Lady Bird is the debut
film from awkward performing independent actor Greta Gerwig, writing and
directing a realistically well-meaning dramedy about a girl who calls herself
Lady Bird played by Saoirse Ronan, attending her last year of High School
before she goes off to college.
Greta Gerwig who started her film writing career with Frances Ha, does a great job at
portraying the scattered desperation of a seventeen-year-old eager live a life
other than her own, by using cut away scenes to display the harshness of
reality and lingering shots to display the precious realizations of western
society. These are coupled with the always whimsical and always emotionally
effective musical score of Jon Brion. Whose music immediately elevates Lady Bird from being a typically independent
film about a depressed white teenage, by breathing humanity into the films
characters and locations yet all the while underlining the unfortunate results
of a regrettable decision. Lady Bird is
also elevated by a poignant script highlighting the tension of homophobia,
racism, sexism, classism and war of the early 2000s that even more so existed
back then. Saoirse Ronan effortless sells the desperate belonging and stubborn
unawareness of Lady Bird and easily
displays her pain with a quiet removed quality.

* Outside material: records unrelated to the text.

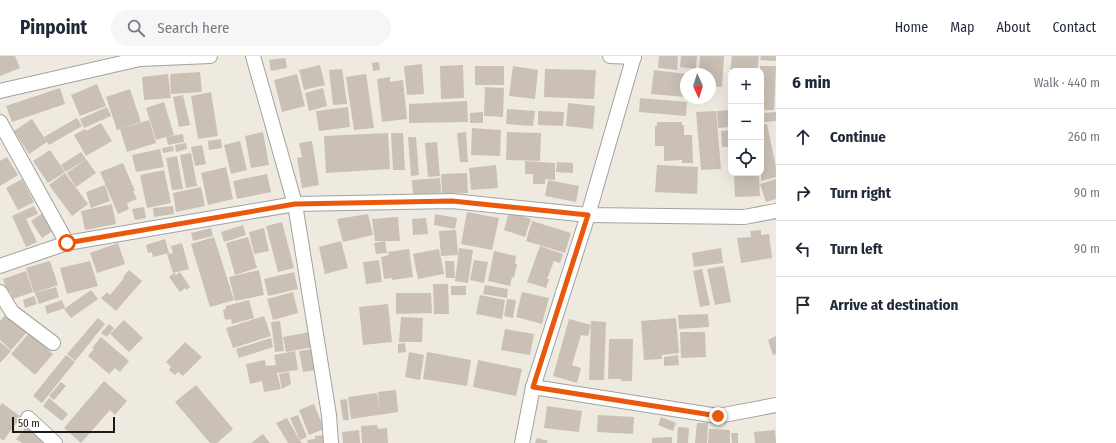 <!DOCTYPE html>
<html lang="en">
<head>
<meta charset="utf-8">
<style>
	body { margin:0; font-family:"Fira Sans Condensed",sans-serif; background:#f6f6f7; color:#1f2937 }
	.controls { position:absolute; right:12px; top:12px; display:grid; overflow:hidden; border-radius:8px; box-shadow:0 4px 16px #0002 }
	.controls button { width:36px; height:36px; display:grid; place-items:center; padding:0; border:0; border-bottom:1px solid #e0e1e3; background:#fff; color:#1f2937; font:20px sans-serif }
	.compass { position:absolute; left:680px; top:12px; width:36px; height:36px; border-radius:50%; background:#fff; box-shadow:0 4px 16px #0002; rotate:176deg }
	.scale { position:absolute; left:12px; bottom:10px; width:103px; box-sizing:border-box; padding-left:4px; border:2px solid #1b1b1b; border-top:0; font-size:11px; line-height:14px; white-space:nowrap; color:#1b1b1b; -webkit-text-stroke:3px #fff; paint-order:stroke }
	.stop { position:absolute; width:12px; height:12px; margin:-9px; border:3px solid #ea580c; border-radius:50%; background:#fff }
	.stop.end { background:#ea580c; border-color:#fff; box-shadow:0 1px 4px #0008 }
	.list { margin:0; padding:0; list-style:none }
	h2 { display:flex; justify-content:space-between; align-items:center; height:52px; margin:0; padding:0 16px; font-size:17px }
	h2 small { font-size:13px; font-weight:400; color:#747a83 }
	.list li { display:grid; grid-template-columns:26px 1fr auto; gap:12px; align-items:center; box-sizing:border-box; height:56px; padding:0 16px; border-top:1px solid #e0e1e3 }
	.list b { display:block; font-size:15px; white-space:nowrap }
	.list em { font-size:13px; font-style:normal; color:#747a83 }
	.icon { flex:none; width:22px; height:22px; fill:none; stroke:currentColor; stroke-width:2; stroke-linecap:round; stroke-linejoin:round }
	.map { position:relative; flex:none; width:776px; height:387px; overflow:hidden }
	header { display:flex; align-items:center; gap:24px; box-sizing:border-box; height:56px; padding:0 20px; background:#fff; border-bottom:1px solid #e0e1e3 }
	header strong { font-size:19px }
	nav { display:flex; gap:22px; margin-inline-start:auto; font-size:14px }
	.search { width:280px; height:36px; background:#f6f6f7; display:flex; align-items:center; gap:10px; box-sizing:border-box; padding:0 14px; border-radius:22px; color:#747a83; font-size:15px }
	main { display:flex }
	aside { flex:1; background:#fff }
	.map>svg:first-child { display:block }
	.building { fill:#cac0b6 }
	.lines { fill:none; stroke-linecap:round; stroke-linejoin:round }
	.street-casing { stroke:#a2a2a2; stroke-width:16 }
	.street { stroke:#fff; stroke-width:14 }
	.route { stroke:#ea580c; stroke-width:5 }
</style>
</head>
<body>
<header>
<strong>Pinpoint</strong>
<div class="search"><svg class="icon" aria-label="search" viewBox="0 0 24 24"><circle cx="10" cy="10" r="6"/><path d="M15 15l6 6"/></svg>Search here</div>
<nav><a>Home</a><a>Map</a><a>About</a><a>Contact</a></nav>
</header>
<main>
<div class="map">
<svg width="776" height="387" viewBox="0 0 776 387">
	<rect width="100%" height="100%" fill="#eeeae0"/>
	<!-- building -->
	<g class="building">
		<path d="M0 0H15L20 12 0 20Z"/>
		<path d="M659 0H678L677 14 658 12Z"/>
		<path d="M681 0H697L696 13 680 11Z"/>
		<path d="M700 0H724L722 31 710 30V18H699Z"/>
		<path d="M732 0H759L757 15H730Z"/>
		<path d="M761 0H776V5L760 4Z"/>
		<path d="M285 2 287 12 271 15 269 4Z"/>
		<path d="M379 6 380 14 373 15 372 7Z"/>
		<path d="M422 8 424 38 407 39 404 10Z"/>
		<path d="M320 9 325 29 304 34 299 14Z"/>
		<path d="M463 9 464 42 441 43 440 10Z"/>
		<rect x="475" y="10" width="29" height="19"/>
		<path d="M513 10 538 14 535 43 509 40Z"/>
		<path d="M760 10H776L774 54H761V15H760Z"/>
		<path d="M342 13 347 48 333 49 329 14Z"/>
		<path d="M545 13 596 14 594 43 544 41Z"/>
		<path d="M654 14 686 18V41L651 38Z"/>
		<path d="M200 16 202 36 171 38 170 18Z"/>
		<path d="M168 18 171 42 144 44 142 21Z"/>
		<path d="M297 18 305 50 282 56 274 24Z"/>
		<path d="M366 18 374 72 354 74 346 21Z"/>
		<path d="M390 21V26L403 24 407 63 382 66 377 23Z"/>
		<path d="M97 28 106 50 80 60 71 39Z"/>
		<path d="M485 31 504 32 503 61 484 60Z"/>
		<path d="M60 32 65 48 12 66 6 50Z"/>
		<path d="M323 32 327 50 309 55 305 37Z"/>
		<path d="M130 33 141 66 117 74 106 41Z"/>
		<path d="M211 36 218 80 198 83 191 40Z"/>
		<path d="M183 39 190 69 179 71 173 41Z"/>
		<path d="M640 42 687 46 686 60 639 56Z"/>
		<path d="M467 45 468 66 409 67V48Z"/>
		<path d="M164 46 174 79 166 81 183 78 184 86 168 89 166 81 156 84 146 52Z"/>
		<path d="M568 47 595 50 593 73 566 70Z"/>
		<path d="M107 51 111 60 84 72 80 63Z"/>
		<path d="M348 51 350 71 319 75 316 55Z"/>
		<path d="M507 53 535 55 533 70 506 68Z"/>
		<path d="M731 54V71L718 72 717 55Z"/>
		<path d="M538 55 564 56 563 70 538 69Z"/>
		<path d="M716 55 721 113 701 114 696 56Z"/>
		<path d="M483 56V67H470V57Z"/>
		<path d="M776 56V65L764 66V57Z"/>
		<path d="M77 62 82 70 49 89 44 81Z"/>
		<path d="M32 63 47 86 29 98 14 75Z"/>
		<path d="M149 64 156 87 127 96 120 73Z"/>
		<path d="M657 66H682V69H684V79H692L693 107H682V104L664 105V90H655V70H657Z"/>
		<path d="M101 67 112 85 86 100 74 79 85 73 86 75Z"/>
		<path d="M761 68H767L776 111V121L761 125Z"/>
		<path d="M472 72 501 74 500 100 471 99Z"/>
		<path d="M731 74V91H722L721 75Z"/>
		<path d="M263 76 269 109 251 112 245 80Z"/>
		<path d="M466 76 468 106H460L457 77Z"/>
		<path d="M507 76 541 77 540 105 506 104Z"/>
		<path d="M388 77 390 113 326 117 324 80Z"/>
		<path d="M391 77H403L405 114H393Z"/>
		<path d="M408 81H416L419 119 411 120Z"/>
		<path d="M221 83 222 92 209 94 208 85Z"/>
		<path d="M240 85 247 114 231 118 224 89Z"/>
		<path d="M312 85 319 129 302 132 297 102 302 101 299 87Z"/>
		<path d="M437 86 440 120 428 121 425 87Z"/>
		<path d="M186 87 187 93 176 96 175 89Z"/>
		<path d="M202 89 206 108 195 110 191 91Z"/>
		<path d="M173 90 174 95 163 97 162 92Z"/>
		<path d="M160 93 164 111 136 116 132 99Z"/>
		<path d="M50 94 65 116 48 127 33 105Z"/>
		<path d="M81 96 86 103 66 116 61 109Z"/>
		<path d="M191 97 197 130 186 132 180 99Z"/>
		<path d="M177 100 183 133 172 134 166 102Z"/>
		<path d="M7 101 18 119 0 130V105Z"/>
		<path d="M86 103 96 117 76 131 67 117Z"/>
		<path d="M525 105 555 107V124L544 123H545V128H533V118H525Z"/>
		<path d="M557 106 573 107V117L556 116Z"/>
		<path d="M123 107 135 135H133L137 143 127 147 129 153 118 158 100 116Z"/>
		<path d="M496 109 498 132 471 134 469 112Z"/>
		<path d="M657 109 698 111 697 138 655 136Z"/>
		<path d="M226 111 233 143 208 149 201 117Z"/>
		<path d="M164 114 171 147 147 152 140 119Z"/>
		<path d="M65 117 88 148 72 160 49 129Z"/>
		<path d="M467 117 468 137 442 138 441 118Z"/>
		<path d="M267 118 271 136 237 143 233 125Z"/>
		<path d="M734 118H759L760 140 735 141Z"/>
		<path d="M440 122 441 137 413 139 412 124Z"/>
		<path d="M22 123 34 146 18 154 6 132Z"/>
		<path d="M776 123V143L766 146 760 128Z"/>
		<path d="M548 124 579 130 576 146 545 140Z"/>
		<path d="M105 129 110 145 91 152 86 136Z"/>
		<path d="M201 131 205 150 176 156 173 137Z"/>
		<path d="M112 148 116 168 85 174 81 155Z"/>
		<path d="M34 150 38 158 26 163 37 186 26 191 12 160Z"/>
		<path d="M173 150 174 158 154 161 153 152Z"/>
		<path d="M144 151 146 162 135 164 132 153Z"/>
		<path d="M467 156 499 162 492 194 461 188Z"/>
		<path d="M509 156 531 163 525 181 504 174Z"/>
		<path d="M43 157 54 174 42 182 31 165Z"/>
		<path d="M368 158 373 179 343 186 337 163Z"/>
		<path d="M435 158 457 162 455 173 434 169Z"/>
		<path d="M398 161 400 185H375L372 163Z"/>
		<path d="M426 162 428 178 413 179 412 163Z"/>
		<path d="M532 165 571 177 565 197 526 185Z"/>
		<path d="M282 166 294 212 278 216 266 170Z"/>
		<path d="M243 169 246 179 224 186 221 176Z"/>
		<path d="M211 172 213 180 193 185 191 177Z"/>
		<path d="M264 172 269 195 254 198 249 176Z"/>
		<path d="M456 174 458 199 441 200 439 175Z"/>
		<path d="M761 174V179L769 178 772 202 741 207 737 182 751 181 750 175Z"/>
		<path d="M214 181 234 244 210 251 191 188Z"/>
		<path d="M248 181 257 212 235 219 226 187Z"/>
		<path d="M165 183 169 197 153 201 152 196 148 197 146 189Z"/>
		<path d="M341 185 348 212 325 218 319 191Z"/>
		<path d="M385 185 387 197 376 198 374 187Z"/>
		<path d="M118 187 125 208 97 217 90 197Z"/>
		<path d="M182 187 189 213 173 217 167 198 173 197 171 190Z"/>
		<path d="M540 190 563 198 560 207 554 205 547 223H549L546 232 527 226Z"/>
		<path d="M459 192 473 194 468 227 455 225Z"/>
		<path d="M721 192 723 207 694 211 692 197Z"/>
		<path d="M409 193 413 221 392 224V222L384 223 381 201 389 199 388 196Z"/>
		<path d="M439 193 444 218 418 223 413 198Z"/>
		<path d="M494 195 516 200 515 208H517L514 222 512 221 510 230 488 225Z"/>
		<path d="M379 204 382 226 366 228 363 206Z"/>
		<path d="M474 204 488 206 484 227 470 224Z"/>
		<path d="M50 205 58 229 34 237 26 212Z"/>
		<path d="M90 205 98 230 67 238 60 212Z"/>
		<path d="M445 205H454L455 222H446Z"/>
		<path d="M724 210 731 246 715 249 707 213Z"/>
		<path d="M702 213 710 249 700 251 693 215Z"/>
		<path d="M129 214 142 225 116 255 101 242 107 236 110 239 124 222 123 221Z"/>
		<path d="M259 214 264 239 235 245 229 221Z"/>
		<path d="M26 215 33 236 13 243 10 235 7 236 3 223Z"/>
		<path d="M180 216 190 231 186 234 185 232 180 236 169 221 174 217 176 219Z"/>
		<path d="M294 216 298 233 268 240 264 223Z"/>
		<path d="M433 228H448L449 258H434Z"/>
		<path d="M485 229 508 233 507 242 483 238Z"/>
		<rect x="451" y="230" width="15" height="9"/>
		<path d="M56 231 59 241 39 248 35 237Z"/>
		<path d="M91 234 98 243 71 262 64 253Z"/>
		<path d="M293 236 298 257 273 264 267 243Z"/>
		<path d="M522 236 549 242 542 268 516 261Z"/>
		<path d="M396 237H431L432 257 396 258Z"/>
		<path d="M480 239 505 244 502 263 476 258Z"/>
		<path d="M34 240 37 248 25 252 23 244Z"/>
		<path d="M507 243 516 244 513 262 504 260Z"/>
		<path d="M62 244 65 252 47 258 45 250Z"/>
		<path d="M249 244 254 262 232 268 231 263 225 264 223 254 226 253V250Z"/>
		<path d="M388 248 392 286 363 289 359 251Z"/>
		<path d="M7 257 28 275 11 294 0 284V265Z"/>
		<path d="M708 258 709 271 679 273 678 259Z"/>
		<path d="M264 260 271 280 233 292 226 272Z"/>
		<path d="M401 261 423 262 422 286H399Z"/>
		<path d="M98 262 105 268 75 305 67 298Z"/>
		<path d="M676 262 679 297 662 299V303L644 304 641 265Z"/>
		<path d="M569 263 591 269 588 280 581 279 572 309 581 312 577 327 553 320Z"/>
		<path d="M124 264 143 282 129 296 110 278Z"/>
		<path d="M280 265 284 295 275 296 271 266Z"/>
		<path d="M591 265 606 266 604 324H589Z"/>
		<path d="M109 268 114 272 107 281 101 277Z"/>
		<path d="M505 273 534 278 530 299 501 294Z"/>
		<path d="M310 276 313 291 286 296 283 281Z"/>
		<path d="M680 276H705L706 301 681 302Z"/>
		<path d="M29 277 53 298 35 319 11 298Z"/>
		<path d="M776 280V298L773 299 768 284Z"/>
		<path d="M101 281 129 305 120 316 115 312 109 318 88 300 94 293 92 292Z"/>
		<path d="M271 282 273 291 239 302 236 293Z"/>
		<path d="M609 283H633L632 325H621V323H608Z"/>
		<path d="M0 286 11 295 0 307Z"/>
		<path d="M185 286 202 301 183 320 178 316 175 319 169 314 171 311 166 306Z"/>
		<path d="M405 287 406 296 398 297V288Z"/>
		<path d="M313 293 316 314 303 316 299 295Z"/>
		<path d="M295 295 298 314 277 317 281 333 264 336 262 325 250 328 246 308 265 304 266 310 276 309 277 314 274 299Z"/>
		<path d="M409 296 424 299 420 324 405 321Z"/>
		<path d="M427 296 471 304 467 330 423 323Z"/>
		<path d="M66 299 75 306 42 347 33 340Z"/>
		<path d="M678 299 679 309 664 310V301Z"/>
		<path d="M478 304 522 313 516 340 473 331Z"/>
		<path d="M289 316 291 328 282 333 279 318Z"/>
		<path d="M104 325 127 345 115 359 110 354 81 387 64 372Z"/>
		<path d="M61 326 66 330 54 344 49 340Z"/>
		<path d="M196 329 233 373 217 387H210L175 346Z"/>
		<path d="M396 334 398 356 351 363 348 341 377 337 380 354 378 336Z"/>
		<path d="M49 342 68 358 62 365 43 350Z"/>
		<path d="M347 343 349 364H343L340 344Z"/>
		<path d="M2 347 21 361 3 385 0 382V350Z"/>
		<path d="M314 348 324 373 309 379 299 354Z"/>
		<path d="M547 350 582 355 579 376 544 372Z"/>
		<path d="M298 359 307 381 300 384 290 362Z"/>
		<path d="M598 359 634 361 633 378 597 376Z"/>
		<path d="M661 361 676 367 673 375 658 369Z"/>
		<path d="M287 362 299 383 302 387H288L276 367Z"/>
		<path d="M697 367H708L707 387H695Z"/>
		<path d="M28 369 45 387H22L16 383Z"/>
		<path d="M377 369 378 373 387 372 388 387H362L361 370Z"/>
		<path d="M678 371 689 372 688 387H677Z"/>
		<path d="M709 373 730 374V387H708Z"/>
		<path d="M359 374 360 387H343L342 376Z"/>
		<path d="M775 374 776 387H755L754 376Z"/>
		<path d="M731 377H738V387H732Z"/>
		<path d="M263 378 270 387H251Z"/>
		<path d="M325 379 326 387H308L307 384 315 383V380Z"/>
		<path d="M672 381V387H652V382Z"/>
		<path d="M537 382 548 385 547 387H535Z"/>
	</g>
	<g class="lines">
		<!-- street casing -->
		<g class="street-casing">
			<g id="street">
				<path d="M253 0 295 148 329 359 331 387"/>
				<path d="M610 0 634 1"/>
				<path d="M0 35 140 3 210 0"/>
				<path d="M0 66 67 187"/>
				<path d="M0 210 67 187 295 148 452 145 588 159 744 161 776 155"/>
				<path d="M0 236 12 256 53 287"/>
				<path d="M533 331 718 360 776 349"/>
				<path d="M28 362 55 387"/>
				<path d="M522 387 533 331 588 159 634 0"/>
			</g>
		</g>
		<!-- street -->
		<use href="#street" class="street"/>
	</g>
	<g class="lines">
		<!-- route -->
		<path class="route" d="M67 187 295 148 452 145 588 159 533 331 718 360"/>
	</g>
</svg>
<div class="controls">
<button>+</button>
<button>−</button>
<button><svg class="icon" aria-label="locate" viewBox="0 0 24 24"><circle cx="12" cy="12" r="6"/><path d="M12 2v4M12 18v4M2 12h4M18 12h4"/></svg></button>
</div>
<svg class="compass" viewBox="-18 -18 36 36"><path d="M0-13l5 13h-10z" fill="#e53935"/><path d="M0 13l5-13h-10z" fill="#747a83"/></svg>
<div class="scale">50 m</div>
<div class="stop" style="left:67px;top:187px"></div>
<div class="stop end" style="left:718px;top:360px"></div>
</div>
<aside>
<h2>6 min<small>Walk · 440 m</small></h2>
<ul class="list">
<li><svg class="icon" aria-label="ahead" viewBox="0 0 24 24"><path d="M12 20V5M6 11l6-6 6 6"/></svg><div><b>Continue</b></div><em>260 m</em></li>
<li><svg class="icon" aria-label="right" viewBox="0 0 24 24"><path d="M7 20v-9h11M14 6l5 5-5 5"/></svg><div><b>Turn right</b></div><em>90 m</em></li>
<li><svg class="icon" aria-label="left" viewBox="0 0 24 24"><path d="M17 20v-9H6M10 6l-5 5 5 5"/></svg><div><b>Turn left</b></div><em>90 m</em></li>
<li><svg class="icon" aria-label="arrive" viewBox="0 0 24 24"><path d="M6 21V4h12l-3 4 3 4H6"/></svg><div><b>Arrive at destination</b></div></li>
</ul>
</aside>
</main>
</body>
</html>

Laurie Metcalf does an equally
fantastic job as Lady Bird’s mother,
just as stubborn and unaware, both actors brilliantly portraying the functioning
of a dysfunctional passive aggressive mother/daughter relationship with a true
to life script.
Lady Bird is an
important watch and an enjoyable one as well, though slighted by it’s undetailed
portrayal of it’s time period of the early 2000s, and of it’s characters
personal interests hovering through the film, Lady Bird still accurately portrays the oppression of a female
American teen, the working class and the culturally ignored yet manages to be
funny, heart warming and unapologetically to it’s protagonist all the same.
Greta Gerwig clearly used her life story as the inspiration for Lady Bird, and it shows for the better.